Secretary of Social Promotion to Combat Poverty of Salvador
- Incumbent
- Assumed office 13 January 2017

Federal Deputy for Bahia
- In office 1 February 2015 – 12 January 2017

Vereador of Salvador
- In office 1 February 2001 – 31 January 2015

Personal details
- Born: 2 June 1972 (age 54) Salvador, Bahia, Brazil
- Party: PRB (2012-) DEM (2007-2012) PFL (2000-2007)

= Tia Eron =

Brazilian politician

Eronildes Vasconcelos Carvalho (born 2 June 1972) more commonly known as Tia Eron is a Brazilian politician. She has spent her political career representing Bahia, having served as state representative from 2015 to 2017.

==Personal life==
She is the daughter of José Alexandrino Vasconcelos and Eronilia França Lima. She is a member of the Igreja Universal do Reino de Deus, and while working in elementary schools run by the church is where her nickname "Tia Eron" of "Aunt Eron" originated, given to her by the students.

==Political career==
Before being elected to the federal chamber of deputies, Tia Eron served as a vereador in her hometown of Salvador for more than a decade, from 2001 to 2015.

In the 2014 election Tia Eron was elected from the state of Bahia with 116,912 being one of the most voted deputies in her state. She is also the first Afro-Brazilian woman elected to the chamber of deputies from Bahia.

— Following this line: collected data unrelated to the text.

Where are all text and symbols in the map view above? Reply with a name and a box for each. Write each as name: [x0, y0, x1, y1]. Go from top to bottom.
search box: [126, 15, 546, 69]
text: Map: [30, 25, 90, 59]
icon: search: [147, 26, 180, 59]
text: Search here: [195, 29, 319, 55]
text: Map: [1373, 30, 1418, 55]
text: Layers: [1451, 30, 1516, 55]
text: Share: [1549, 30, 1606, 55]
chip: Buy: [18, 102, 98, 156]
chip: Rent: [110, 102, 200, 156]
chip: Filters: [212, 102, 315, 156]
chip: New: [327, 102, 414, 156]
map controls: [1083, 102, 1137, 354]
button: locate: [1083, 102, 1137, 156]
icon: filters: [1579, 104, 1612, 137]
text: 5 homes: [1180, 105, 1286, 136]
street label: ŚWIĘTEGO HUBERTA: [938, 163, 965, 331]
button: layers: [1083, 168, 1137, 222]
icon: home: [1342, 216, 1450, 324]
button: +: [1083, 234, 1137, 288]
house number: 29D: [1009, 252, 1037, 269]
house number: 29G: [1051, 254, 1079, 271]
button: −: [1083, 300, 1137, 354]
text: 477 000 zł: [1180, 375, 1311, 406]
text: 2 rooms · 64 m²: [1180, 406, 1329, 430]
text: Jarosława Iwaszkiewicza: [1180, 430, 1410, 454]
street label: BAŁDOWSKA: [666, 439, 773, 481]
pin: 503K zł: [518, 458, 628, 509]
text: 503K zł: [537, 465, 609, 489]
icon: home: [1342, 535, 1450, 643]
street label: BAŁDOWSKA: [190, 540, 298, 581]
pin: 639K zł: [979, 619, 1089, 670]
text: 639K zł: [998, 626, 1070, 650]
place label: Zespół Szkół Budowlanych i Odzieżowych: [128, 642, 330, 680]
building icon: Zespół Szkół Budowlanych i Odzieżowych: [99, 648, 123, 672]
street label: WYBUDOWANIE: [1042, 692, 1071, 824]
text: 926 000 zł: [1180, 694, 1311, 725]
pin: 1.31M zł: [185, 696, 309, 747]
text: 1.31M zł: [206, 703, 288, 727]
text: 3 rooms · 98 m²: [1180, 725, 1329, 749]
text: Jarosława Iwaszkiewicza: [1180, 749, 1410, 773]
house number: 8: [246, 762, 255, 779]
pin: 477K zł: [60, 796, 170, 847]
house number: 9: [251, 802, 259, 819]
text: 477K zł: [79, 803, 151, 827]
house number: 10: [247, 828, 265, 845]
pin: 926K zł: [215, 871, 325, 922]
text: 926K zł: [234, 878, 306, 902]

Tia Eron voted in favor of the impeachment of then-president Dilma Rousseff. She would provide the decisive vote for a corruption investigation into Eduardo Cunha which would result in his eventual removal from office.

In January 2017 Tia Eron left her position as federal deputy after being appointed secretary of social promotion to combat poverty by mayor of Salvador Antônio Carlos Magalhães Neto.